**PROVIDED DATA**
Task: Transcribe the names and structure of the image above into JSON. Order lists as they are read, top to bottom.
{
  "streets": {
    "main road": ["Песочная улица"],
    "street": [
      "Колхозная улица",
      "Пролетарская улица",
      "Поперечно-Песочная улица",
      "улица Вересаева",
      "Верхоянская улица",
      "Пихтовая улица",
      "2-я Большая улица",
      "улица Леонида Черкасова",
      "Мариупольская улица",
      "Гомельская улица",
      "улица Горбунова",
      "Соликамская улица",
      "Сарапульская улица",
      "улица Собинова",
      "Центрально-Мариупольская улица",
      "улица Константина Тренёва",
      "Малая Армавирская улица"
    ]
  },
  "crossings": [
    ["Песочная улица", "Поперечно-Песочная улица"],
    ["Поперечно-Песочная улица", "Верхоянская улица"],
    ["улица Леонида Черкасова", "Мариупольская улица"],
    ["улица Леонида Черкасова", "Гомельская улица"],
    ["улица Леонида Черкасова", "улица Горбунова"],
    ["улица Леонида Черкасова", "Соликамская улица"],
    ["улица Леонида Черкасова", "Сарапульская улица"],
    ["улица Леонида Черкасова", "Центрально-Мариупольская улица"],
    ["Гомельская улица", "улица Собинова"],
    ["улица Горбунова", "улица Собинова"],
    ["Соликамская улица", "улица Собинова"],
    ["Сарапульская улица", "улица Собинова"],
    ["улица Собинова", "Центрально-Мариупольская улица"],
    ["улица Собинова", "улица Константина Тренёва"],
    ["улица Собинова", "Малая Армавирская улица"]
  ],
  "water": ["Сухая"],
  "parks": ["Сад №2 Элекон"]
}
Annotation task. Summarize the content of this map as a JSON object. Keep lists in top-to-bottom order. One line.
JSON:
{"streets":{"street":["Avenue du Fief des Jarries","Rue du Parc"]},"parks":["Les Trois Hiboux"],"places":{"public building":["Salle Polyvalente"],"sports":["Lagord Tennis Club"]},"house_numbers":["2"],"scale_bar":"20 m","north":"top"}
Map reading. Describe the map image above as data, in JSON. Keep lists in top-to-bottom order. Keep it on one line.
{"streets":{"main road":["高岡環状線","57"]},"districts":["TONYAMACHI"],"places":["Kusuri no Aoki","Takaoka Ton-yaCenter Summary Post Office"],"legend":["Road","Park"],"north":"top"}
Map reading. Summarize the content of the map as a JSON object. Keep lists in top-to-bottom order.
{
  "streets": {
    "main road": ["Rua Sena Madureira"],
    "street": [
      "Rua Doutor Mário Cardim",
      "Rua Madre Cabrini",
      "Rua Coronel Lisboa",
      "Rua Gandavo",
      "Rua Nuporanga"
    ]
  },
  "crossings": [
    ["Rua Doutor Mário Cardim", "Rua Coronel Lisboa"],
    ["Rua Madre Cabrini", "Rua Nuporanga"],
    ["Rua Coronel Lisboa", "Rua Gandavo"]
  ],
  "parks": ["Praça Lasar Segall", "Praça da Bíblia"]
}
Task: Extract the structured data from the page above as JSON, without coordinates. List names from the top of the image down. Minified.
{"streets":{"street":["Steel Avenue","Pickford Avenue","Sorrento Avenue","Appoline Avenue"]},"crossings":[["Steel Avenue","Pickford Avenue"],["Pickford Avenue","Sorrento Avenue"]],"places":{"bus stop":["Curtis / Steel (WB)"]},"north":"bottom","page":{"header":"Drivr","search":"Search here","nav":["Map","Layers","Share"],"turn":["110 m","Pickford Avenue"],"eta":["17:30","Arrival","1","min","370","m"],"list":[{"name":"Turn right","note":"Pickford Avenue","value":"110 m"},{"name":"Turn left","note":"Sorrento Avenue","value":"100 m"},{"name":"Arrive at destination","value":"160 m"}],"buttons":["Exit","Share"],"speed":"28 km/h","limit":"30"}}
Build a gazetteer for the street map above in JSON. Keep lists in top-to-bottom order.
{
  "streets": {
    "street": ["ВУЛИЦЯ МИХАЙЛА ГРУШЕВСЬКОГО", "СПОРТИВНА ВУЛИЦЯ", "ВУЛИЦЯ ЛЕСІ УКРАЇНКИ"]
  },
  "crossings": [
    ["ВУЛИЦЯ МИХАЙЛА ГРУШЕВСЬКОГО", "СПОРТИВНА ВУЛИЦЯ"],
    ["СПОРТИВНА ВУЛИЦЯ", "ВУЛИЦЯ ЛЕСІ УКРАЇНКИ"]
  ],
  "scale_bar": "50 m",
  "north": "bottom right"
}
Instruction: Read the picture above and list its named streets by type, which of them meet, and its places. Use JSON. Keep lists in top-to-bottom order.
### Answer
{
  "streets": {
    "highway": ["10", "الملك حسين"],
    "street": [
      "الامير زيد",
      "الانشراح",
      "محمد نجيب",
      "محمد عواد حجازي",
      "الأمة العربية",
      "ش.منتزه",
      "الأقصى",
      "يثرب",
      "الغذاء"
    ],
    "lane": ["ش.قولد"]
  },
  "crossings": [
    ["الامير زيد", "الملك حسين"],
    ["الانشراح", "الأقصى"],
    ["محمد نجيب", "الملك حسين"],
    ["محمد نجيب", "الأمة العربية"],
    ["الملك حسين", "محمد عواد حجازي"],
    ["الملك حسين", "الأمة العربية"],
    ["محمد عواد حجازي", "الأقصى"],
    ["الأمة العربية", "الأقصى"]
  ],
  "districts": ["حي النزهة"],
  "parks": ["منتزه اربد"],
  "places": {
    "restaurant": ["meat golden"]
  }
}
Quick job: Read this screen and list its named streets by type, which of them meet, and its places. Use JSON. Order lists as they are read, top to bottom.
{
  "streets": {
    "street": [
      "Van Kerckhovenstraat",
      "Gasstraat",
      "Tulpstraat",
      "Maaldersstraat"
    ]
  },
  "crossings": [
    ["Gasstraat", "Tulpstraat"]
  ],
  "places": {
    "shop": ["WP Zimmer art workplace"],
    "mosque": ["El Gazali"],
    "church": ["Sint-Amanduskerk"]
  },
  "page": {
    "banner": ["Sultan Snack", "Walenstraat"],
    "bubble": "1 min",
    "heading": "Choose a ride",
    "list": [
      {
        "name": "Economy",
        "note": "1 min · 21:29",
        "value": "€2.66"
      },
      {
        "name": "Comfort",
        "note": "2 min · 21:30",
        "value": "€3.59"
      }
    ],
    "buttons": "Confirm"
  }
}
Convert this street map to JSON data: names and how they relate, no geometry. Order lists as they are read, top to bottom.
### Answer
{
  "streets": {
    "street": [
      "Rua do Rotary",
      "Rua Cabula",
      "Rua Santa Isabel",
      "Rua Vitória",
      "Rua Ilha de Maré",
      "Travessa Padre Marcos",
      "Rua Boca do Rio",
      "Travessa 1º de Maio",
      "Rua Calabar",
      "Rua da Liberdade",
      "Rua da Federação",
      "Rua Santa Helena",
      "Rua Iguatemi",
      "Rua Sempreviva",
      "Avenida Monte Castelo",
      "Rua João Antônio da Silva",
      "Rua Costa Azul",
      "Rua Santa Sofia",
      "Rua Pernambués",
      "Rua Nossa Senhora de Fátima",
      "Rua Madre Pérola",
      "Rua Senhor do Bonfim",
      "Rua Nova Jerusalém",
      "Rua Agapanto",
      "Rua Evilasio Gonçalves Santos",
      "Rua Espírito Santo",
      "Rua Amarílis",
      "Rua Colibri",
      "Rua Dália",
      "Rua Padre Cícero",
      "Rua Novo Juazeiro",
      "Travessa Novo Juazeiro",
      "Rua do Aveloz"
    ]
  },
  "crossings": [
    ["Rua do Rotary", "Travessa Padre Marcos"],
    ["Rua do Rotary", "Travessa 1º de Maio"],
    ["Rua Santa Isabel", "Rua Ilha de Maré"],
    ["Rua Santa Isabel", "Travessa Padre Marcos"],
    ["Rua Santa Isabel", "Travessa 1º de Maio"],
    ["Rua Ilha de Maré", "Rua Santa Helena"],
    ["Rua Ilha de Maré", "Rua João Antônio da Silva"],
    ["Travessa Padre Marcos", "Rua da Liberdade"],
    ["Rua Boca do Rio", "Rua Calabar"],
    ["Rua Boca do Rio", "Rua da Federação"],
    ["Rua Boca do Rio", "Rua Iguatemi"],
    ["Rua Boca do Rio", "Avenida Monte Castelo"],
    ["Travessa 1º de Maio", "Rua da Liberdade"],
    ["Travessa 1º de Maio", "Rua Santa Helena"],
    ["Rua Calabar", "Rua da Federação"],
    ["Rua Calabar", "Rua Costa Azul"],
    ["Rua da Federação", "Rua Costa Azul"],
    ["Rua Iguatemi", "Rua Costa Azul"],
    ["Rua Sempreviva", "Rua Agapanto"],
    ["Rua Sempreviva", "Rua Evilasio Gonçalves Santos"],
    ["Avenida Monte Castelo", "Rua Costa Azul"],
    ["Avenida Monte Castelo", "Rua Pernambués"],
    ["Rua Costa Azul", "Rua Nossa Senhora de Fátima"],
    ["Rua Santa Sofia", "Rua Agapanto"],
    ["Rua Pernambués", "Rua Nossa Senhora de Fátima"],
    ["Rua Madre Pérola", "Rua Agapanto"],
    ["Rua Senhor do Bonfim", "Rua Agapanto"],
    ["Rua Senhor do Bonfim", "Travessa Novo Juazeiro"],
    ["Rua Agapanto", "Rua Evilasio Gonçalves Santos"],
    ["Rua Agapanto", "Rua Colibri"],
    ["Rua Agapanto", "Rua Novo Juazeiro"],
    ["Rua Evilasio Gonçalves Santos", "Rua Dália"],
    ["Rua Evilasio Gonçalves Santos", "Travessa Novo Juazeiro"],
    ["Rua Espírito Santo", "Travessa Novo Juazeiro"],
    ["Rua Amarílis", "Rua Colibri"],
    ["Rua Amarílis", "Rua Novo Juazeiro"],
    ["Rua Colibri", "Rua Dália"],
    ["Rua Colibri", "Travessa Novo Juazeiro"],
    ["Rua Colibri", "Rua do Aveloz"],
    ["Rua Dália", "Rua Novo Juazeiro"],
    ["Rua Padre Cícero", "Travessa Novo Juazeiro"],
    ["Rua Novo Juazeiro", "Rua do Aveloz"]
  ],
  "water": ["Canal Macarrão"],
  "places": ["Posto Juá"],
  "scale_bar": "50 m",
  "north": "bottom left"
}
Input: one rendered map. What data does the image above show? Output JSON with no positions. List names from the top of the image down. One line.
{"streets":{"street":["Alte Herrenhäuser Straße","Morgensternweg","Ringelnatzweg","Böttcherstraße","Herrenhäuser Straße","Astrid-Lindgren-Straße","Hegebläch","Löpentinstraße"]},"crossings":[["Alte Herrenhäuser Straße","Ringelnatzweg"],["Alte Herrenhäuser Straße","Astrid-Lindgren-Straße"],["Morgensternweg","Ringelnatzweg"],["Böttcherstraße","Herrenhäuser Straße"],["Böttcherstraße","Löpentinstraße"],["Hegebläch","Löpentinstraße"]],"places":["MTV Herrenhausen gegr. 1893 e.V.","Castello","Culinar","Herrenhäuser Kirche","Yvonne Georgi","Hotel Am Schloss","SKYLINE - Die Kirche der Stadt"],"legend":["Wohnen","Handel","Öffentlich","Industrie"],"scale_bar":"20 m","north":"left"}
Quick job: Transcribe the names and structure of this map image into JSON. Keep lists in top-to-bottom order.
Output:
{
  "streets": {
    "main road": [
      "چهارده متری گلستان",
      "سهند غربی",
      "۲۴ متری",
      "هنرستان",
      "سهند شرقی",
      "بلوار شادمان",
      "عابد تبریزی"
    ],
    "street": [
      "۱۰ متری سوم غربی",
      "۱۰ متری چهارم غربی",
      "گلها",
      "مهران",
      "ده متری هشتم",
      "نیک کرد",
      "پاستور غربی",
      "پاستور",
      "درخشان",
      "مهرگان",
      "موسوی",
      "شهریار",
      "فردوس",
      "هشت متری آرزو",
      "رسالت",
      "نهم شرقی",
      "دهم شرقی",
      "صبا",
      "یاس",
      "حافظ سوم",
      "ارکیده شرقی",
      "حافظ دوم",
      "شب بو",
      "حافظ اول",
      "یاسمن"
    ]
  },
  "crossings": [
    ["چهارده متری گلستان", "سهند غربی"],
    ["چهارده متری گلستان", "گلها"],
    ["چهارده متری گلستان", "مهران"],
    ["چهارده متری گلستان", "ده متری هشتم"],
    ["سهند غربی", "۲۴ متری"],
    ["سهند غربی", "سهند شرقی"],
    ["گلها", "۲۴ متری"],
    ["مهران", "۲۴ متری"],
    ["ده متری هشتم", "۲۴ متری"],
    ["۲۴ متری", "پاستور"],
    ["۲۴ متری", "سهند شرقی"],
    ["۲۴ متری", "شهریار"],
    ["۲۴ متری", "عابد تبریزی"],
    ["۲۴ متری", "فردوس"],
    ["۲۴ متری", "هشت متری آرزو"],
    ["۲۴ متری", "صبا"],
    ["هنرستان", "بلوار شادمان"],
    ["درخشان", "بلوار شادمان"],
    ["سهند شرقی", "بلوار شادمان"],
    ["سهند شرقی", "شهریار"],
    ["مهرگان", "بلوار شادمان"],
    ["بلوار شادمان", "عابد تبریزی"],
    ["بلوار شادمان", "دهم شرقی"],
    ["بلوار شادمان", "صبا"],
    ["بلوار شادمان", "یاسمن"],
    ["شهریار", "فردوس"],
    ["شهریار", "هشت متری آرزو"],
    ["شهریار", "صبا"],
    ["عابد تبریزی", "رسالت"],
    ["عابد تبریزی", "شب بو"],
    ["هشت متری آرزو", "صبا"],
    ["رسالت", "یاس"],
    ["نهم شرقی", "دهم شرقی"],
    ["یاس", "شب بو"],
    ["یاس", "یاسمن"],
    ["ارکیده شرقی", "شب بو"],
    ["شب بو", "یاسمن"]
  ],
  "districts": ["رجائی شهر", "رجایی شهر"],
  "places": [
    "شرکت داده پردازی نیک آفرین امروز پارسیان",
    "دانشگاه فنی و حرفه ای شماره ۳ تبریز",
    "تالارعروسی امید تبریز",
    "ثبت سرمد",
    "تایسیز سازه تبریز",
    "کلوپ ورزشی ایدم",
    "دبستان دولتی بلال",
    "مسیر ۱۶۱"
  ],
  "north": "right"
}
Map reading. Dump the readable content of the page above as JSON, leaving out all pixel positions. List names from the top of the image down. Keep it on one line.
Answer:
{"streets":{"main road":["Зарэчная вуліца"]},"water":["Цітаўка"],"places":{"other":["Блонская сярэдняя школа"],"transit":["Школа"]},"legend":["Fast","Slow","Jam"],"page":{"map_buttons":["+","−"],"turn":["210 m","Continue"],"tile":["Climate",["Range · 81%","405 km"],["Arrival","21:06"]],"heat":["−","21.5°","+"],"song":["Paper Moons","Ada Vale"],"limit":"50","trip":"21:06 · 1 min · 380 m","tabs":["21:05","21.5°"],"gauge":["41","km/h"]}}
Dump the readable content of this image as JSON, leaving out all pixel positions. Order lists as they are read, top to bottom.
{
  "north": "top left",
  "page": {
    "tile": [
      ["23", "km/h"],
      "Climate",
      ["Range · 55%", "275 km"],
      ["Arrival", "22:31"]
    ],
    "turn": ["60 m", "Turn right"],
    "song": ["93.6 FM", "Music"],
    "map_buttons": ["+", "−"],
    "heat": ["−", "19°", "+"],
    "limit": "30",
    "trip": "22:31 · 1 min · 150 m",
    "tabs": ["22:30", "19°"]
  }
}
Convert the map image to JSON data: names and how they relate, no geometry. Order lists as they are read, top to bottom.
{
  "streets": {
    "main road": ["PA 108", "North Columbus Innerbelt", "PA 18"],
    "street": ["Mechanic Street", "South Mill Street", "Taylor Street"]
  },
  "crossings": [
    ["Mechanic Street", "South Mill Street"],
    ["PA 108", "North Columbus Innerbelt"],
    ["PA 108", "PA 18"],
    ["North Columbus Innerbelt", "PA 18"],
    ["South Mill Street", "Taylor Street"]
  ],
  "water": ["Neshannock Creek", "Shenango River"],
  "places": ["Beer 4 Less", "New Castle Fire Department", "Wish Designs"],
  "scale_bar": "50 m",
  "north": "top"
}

**EXERCISE**
Go through the listing above and pull out each line containing the word "Pernambués".

**RESPONSE TO THE TASK**
      "Rua Pernambués",
    ["Avenida Monte Castelo", "Rua Pernambués"],
    ["Rua Pernambués", "Rua Nossa Senhora de Fátima"],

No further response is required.